Basic Emotions

I have grand plans to categorize and eventually analyze the submissions to My Diabetes Secret and My Chronic Disease Secret based on this grouping of basic emotions. I would love to say things like “this disease experiences more anger than sadness”, or “fear and anger are the most common emotions of people living with that disease”*.

The prospect of categorizing those submissions makes me think about this blog and the range of emotions I’ve shared over the years. I know the early months (and years?) of chronicling life with diabetes was mostly filled with anger. I had a lot of confusion, frustration, and general not-happiness to get out in the open with the hopes of starting to better myself. Somewhere in the middle I found Dayle and emotional content of the blog likely shifted to calmer, more pleasant themes.

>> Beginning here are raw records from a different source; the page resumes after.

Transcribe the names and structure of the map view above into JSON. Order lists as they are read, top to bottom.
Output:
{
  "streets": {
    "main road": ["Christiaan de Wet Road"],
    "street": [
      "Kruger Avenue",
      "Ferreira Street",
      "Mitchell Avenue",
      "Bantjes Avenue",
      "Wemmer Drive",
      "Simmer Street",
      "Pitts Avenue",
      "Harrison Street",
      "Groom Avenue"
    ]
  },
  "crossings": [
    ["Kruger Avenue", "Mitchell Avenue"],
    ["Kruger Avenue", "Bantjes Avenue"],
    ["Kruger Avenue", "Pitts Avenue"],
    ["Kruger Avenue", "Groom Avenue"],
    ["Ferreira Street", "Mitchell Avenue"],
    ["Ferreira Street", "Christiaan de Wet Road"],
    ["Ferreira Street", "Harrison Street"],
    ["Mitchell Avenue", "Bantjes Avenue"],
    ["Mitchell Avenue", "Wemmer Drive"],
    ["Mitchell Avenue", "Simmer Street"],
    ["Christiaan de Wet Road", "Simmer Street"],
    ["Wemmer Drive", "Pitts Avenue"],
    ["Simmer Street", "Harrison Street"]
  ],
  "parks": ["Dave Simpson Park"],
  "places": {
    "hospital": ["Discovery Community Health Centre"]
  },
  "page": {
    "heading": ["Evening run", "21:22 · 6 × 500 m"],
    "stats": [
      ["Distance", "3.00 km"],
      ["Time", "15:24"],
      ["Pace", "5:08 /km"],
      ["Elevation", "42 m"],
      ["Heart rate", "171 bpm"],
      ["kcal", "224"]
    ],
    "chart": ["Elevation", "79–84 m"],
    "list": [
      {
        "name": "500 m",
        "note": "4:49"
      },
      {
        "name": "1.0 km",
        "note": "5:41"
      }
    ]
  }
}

I suppose that emotional output has largely been the same ever since.

I wonder if the emotional journey of most members of the diabetes online community follow a similar trajectory? So many stories from the newly initiated start with something along the lines of “I thought I was the only one…”, that fear and solitude can fuel all kinds of negative thoughts. But upon discovery of a community of people who “get it” and can empathize with your experiences, isn’t that usually when the flood of emotions begin? Because that’s when all the ugly stuff gets out of the way to make room for new, happy thoughts, right?

The validation that comes from sharing your experiences and hearing “me too” is too powerful to quantify, or qualify. It’s just fantastic. I know it’s impossible to provide that opportunity for everyone living with a chronic disease, but I want to do my part to make that “me too” moment happen for as many people as possible.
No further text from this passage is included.